Content starts

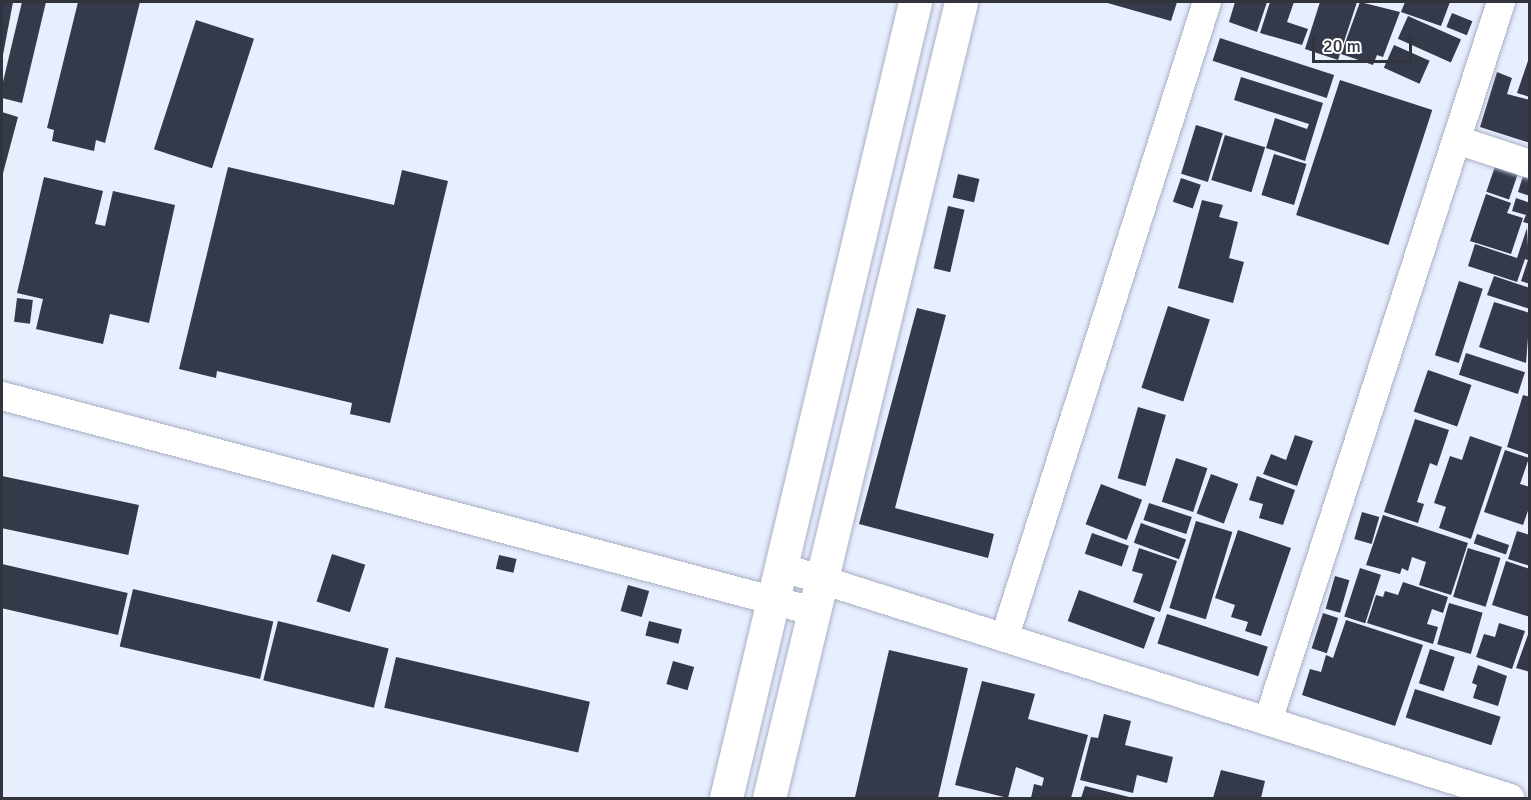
<!DOCTYPE html>
<html>
<head>
<meta charset="utf-8">
<style>
  body { margin:0 }
  #map { position:relative; width:1531px; height:800px; overflow:hidden; background:#e7eefe; font-family:Signika,sans-serif }
  div>[style] { position:absolute }
  [style*='--x'] { left:calc(var(--x)*1px); top:calc(var(--y)*1px); width:calc(var(--w)*1px); rotate:calc(var(--a)*1deg) }
  .building>* { inset:0; background:#343a4a; transform-origin:0 0 }
  .roads { filter:drop-shadow(0 0 2px #a9b0c4) drop-shadow(0 0 2px #a9b0c4) }
  .minor>* { height:28px; margin:-14px; padding:0 14px; transform-origin:14px; border-radius:14px; background:#fff }
  .tertiary>* { height:33px; margin:-16.5px; padding:0 16.5px; transform-origin:16.5px; border-radius:16.5px; background:#fff }
  span { translate:-50% -50%; white-space:nowrap; text-align:center; line-height:1.15; -webkit-text-stroke:6px #fff; paint-order:stroke }
  .frame { position:absolute; inset:0; border:3px solid #31343c; pointer-events:none }
  .scale { position:absolute; left:1312px; top:36px; width:100px; height:27px; box-sizing:border-box; border:3px solid #31343c; border-top:0; padding-left:8px; font-size:18px; line-height:21px; white-space:nowrap; color:#31343c; -webkit-text-stroke:4px #fff; paint-order:stroke }
</style>
</head>
<body>
<div id="map">
  <div class="building">
    <div style="clip-path:polygon(2px 2px,13px 2px,3px 55px,2px 55px)"></div>
    <div style="clip-path:polygon(22px 2px,46px 2px,22px 103px,2px 98px,2px 86px)"></div>
    <div style="clip-path:polygon(78px 2px,140px 2px,105px 143px,96px 140px,94px 151px,52px 141px,54px 130px,47px 128px)"></div>
    <div style="clip-path:polygon(1104px 2px,1177px 2px,1171px 21px)"></div>
    <div style="clip-path:polygon(1235px 2px,1267px 2px,1257px 32px,1229px 22px)"></div>
    <div style="clip-path:polygon(1270px 2px,1294px 2px,1287px 22px,1308px 29px,1302px 45px,1260px 33px)"></div>
    <div style="clip-path:polygon(1320px 2px,1357px 2px,1338px 60px,1305px 49px)"></div>
    <div style="clip-path:polygon(1360px 2px,1400px 12px,1383px 57px,1377px 55px,1373px 65px,1341px 54px)"></div>
    <div style="clip-path:polygon(1405px 2px,1450px 2px,1441px 26px,1401px 12px)"></div>
    <div style="left:1452px;top:13px;width:22px;height:15px;rotate:22deg"></div>
    <div style="left:1408px;top:16px;width:58px;height:25px;rotate:24deg"></div>
    <div style="left:196px;top:20px;width:61px;height:136px;rotate:18deg"></div>
    <div style="left:1220px;top:38px;width:120px;height:24px;rotate:18deg"></div>
    <div style="left:1394px;top:45px;width:39px;height:25px;rotate:24deg"></div>
    <div style="clip-path:polygon(1529px 58px,1530px 58px,1530px 97px,1517px 93px)"></div>
    <div style="clip-path:polygon(1497px 72px,1512px 78px,1507px 94px,1530px 100px,1530px 143px,1480px 127px)"></div>
    <div style="clip-path:polygon(1241px 77px,1323px 103px,1305px 161px,1266px 148px,1275px 118px,1307px 129px,1309px 124px,1234px 100px)"></div>
    <div style="left:1340px;top:80px;width:97px;height:142px;rotate:18deg"></div>
    <div style="clip-path:polygon(2px 112px,18px 117px,2px 177px)"></div>
    <div style="left:1196px;top:125px;width:28px;height:51px;rotate:17deg"></div>
    <div style="left:1225px;top:135px;width:42px;height:47px;rotate:17deg"></div>
    <div style="left:1500px;top:152px;width:24px;height:42px;rotate:19deg"></div>
    <div style="left:1274px;top:154px;width:34px;height:43px;rotate:17deg"></div>
    <div style="clip-path:polygon(1527px 163px,1530px 164px,1530px 196px,1518px 192px)"></div>
    <div style="clip-path:polygon(228px 167px,394px 205px,402px 170px,448px 181px,390px 423px,350px 414px,352px 403px,217px 371px,216px 378px,179px 369px)"></div>
    <div style="left:958px;top:174px;width:22px;height:24px;rotate:13deg"></div>
    <div style="clip-path:polygon(44px 177px,103px 191px,95px 224px,105px 226px,113px 191px,175px 205px,149px 323px,110px 314px,103px 344px,36px 329px,43px 299px,17px 293px)"></div>
    <div style="left:1181px;top:178px;width:21px;height:25px;rotate:19deg"></div>
    <div style="clip-path:polygon(1486px 194px,1511px 203px,1507px 213px,1523px 218px,1511px 254px,1470px 241px)"></div>
    <div style="clip-path:polygon(1516px 198px,1530px 203px,1530px 224px,1523px 222px,1526px 215px,1512px 211px)"></div>
    <div style="clip-path:polygon(1202px 200px,1223px 205px,1219px 217px,1238px 222px,1229px 258px,1244px 262px,1233px 303px,1178px 288px)"></div>
    <div style="left:948px;top:206px;width:17px;height:64px;rotate:13deg"></div>
    <div style="clip-path:polygon(1527px 228px,1530px 284px,1521px 281px,1528px 260px,1525px 259px,1517px 282px,1468px 266px,1475px 244px,1517px 258px)"></div>
    <div style="clip-path:polygon(1494px 276px,1530px 288px,1530px 309px,1487px 295px)"></div>
    <div style="left:1459px;top:281px;width:25px;height:78px;rotate:18deg"></div>
    <div style="left:17px;top:298px;width:16px;height:24px;rotate:7deg"></div>
    <div style="clip-path:polygon(1494px 302px,1530px 313px,1526px 363px,1479px 347px)"></div>
    <div style="left:1168px;top:306px;width:44px;height:86px;rotate:18deg"></div>
    <div style="clip-path:polygon(917px 308px,946px 315px,895px 508px,994px 534px,988px 558px,859px 524px)"></div>
    <div style="left:1466px;top:353px;width:62px;height:23px;rotate:18deg"></div>
    <div style="left:1428px;top:370px;width:46px;height:44px;rotate:19deg"></div>
    <div style="clip-path:polygon(1523px 395px,1530px 397px,1530px 455px,1507px 447px)"></div>
    <div style="left:1138px;top:407px;width:29px;height:74px;rotate:16deg"></div>
    <div style="clip-path:polygon(1415px 419px,1449px 430px,1437px 466px,1430px 463px,1417px 502px,1424px 504px,1418px 523px,1384px 512px)"></div>
    <div style="clip-path:polygon(1295px 435px,1313px 441px,1297px 486px,1263px 474px,1271px 454px,1286px 460px)"></div>
    <div style="clip-path:polygon(1470px 436px,1502px 447px,1471px 539px,1439px 528px,1446px 507px,1434px 503px,1450px 456px,1462px 460px)"></div>
    <div style="clip-path:polygon(1505px 450px,1529px 458px,1520px 484px,1530px 487px,1530px 505px,1523px 525px,1484px 512px)"></div>
    <div style="left:1176px;top:458px;width:33px;height:46px;rotate:18deg"></div>
    <div style="left:1211px;top:474px;width:29px;height:42px;rotate:20deg"></div>
    <div style="left:2px;top:476px;width:140px;height:51px;rotate:12deg"></div>
    <div style="clip-path:polygon(1257px 476px,1295px 490px,1283px 525px,1259px 518px,1263px 504px,1249px 500px)"></div>
    <div style="left:1101px;top:484px;width:44px;height:43px;rotate:21deg"></div>
    <div style="left:1149px;top:503px;width:45px;height:18px;rotate:18deg"></div>
    <div style="left:1362px;top:512px;width:18px;height:28px;rotate:16deg"></div>
    <div style="clip-path:polygon(1383px 515px,1468px 543px,1451px 595px,1419px 585px,1426px 562px,1412px 557px,1408px 571px,1402px 568px,1400px 574px,1366px 565px)"></div>
    <div style="left:1196px;top:521px;width:38px;height:91px;rotate:17deg"></div>
    <div style="left:1141px;top:523px;width:48px;height:21px;rotate:20deg"></div>
    <div style="clip-path:polygon(1238px 530px,1291px 548px,1261px 636px,1245px 631px,1248px 622px,1231px 617px,1235px 605px,1215px 598px)"></div>
    <div style="clip-path:polygon(1517px 531px,1530px 535px,1530px 566px,1508px 559px)"></div>
    <div style="left:1092px;top:533px;width:39px;height:22px;rotate:19deg"></div>
    <div style="left:1477px;top:534px;width:34px;height:10px;rotate:19deg"></div>
    <div style="clip-path:polygon(1139px 548px,1177px 561px,1160px 612px,1133px 602px,1143px 574px,1132px 571px)"></div>
    <div style="left:1468px;top:548px;width:34px;height:51px;rotate:17deg"></div>
    <div style="left:332px;top:554px;width:35px;height:50px;rotate:18deg"></div>
    <div style="left:499px;top:555px;width:18px;height:14px;rotate:13deg"></div>
    <div style="clip-path:polygon(1506px 561px,1530px 569px,1530px 617px,1492px 605px)"></div>
    <div style="left:2px;top:564px;width:129px;height:43px;rotate:13deg"></div>
    <div style="left:1360px;top:568px;width:22px;height:51px;rotate:18deg"></div>
    <div style="left:1335px;top:576px;width:15px;height:34px;rotate:16deg"></div>
    <div style="clip-path:polygon(1403px 582px,1448px 597px,1443px 613px,1432px 609px,1427px 624px,1438px 627px,1433px 644px,1367px 623px,1376px 595px,1383px 597px,1385px 591px,1398px 595px)"></div>
    <div style="left:628px;top:585px;width:22px;height:27px;rotate:16deg"></div>
    <div style="left:133px;top:589px;width:144px;height:59px;rotate:13deg"></div>
    <div style="left:1079px;top:590px;width:81px;height:33px;rotate:20deg"></div>
    <div style="left:1449px;top:603px;width:35px;height:43px;rotate:16deg"></div>
    <div style="left:1323px;top:613px;width:16px;height:37px;rotate:18deg"></div>
    <div style="left:1167px;top:614px;width:106px;height:31px;rotate:18deg"></div>
    <div style="clip-path:polygon(1346px 620px,1423px 645px,1395px 726px,1302px 695px,1310px 669px,1321px 672px,1326px 655px,1333px 658px)"></div>
    <div style="left:278px;top:621px;width:114px;height:61px;rotate:14deg"></div>
    <div style="left:649px;top:621px;width:34px;height:15px;rotate:14deg"></div>
    <div style="clip-path:polygon(1499px 623px,1525px 631px,1512px 669px,1476px 657px,1484px 634px,1495px 637px)"></div>
    <div style="clip-path:polygon(1530px 629px,1530px 672px,1516px 668px)"></div>
    <div style="left:1430px;top:649px;width:26px;height:36px;rotate:18deg"></div>
    <div style="left:889px;top:650px;width:81px;height:152px;rotate:13deg"></div>
    <div style="left:396px;top:657px;width:199px;height:52px;rotate:13deg"></div>
    <div style="left:673px;top:661px;width:22px;height:24px;rotate:16deg"></div>
    <div style="clip-path:polygon(1478px 665px,1507px 676px,1498px 706px,1473px 698px,1477px 685px,1472px 683px)"></div>
    <div style="clip-path:polygon(982px 681px,1035px 694px,1028px 719px,1088px 735px,1071px 798px,1031px 798px,1034px 784px,1042px 786px,1044px 778px,1016px 767px,1008px 798px,955px 785px)"></div>
    <div style="left:1415px;top:689px;width:90px;height:30px;rotate:18deg"></div>
    <div style="clip-path:polygon(1104px 714px,1131px 721px,1125px 745px,1173px 757px,1167px 783px,1137px 775px,1133px 793px,1080px 780px,1091px 737px,1098px 738px)"></div>
    <div style="clip-path:polygon(1221px 770px,1265px 781px,1261px 798px,1213px 798px)"></div>
    <div style="clip-path:polygon(1085px 786px,1133px 798px,1081px 798px)"></div>
  </div>
  <div class="roads">
    <div class="minor">
      <div style="--x:1457;--y:140;--w:77;--a:18.2"></div>
      <div style="--x:2;--y:396;--w:839;--a:14.85"></div>
      <div style="--x:781;--y:567;--w:765;--a:17.58"></div>
      <div style="--x:1005;--y:636;--w:665;--a:-72.33"></div>
      <div style="--x:1268;--y:721;--w:756;--a:-72.04"></div>
    </div>
    <div class="tertiary">
      <div style="--x:726;--y:798;--w:818;--a:-76.64"></div>
      <div style="--x:769;--y:798;--w:819;--a:-76.44"></div>
    </div>
  </div>
  <div class="frame"></div>
  <div class="scale">20 m</div>
</div>
</body>
</html>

Content ends

_EXERCISE OBJECTIVE:_
From the records above, copy every line that holds the word "border".

_OUTPUT OF THE TASK:_
  .minor>* { height:28px; margin:-14px; padding:0 14px; transform-origin:14px; border-radius:14px; background:#fff }
  .tertiary>* { height:33px; margin:-16.5px; padding:0 16.5px; transform-origin:16.5px; border-radius:16.5px; background:#fff }
  .frame { position:absolute; inset:0; border:3px solid #31343c; pointer-events:none }
  .scale { position:absolute; left:1312px; top:36px; width:100px; height:27px; box-sizing:border-box; border:3px solid #31343c; border-top:0; padding-left:8px; font-size:18px; line-height:21px; white-space:nowrap; color:#31343c; -webkit-text-stroke:4px #fff; paint-order:stroke }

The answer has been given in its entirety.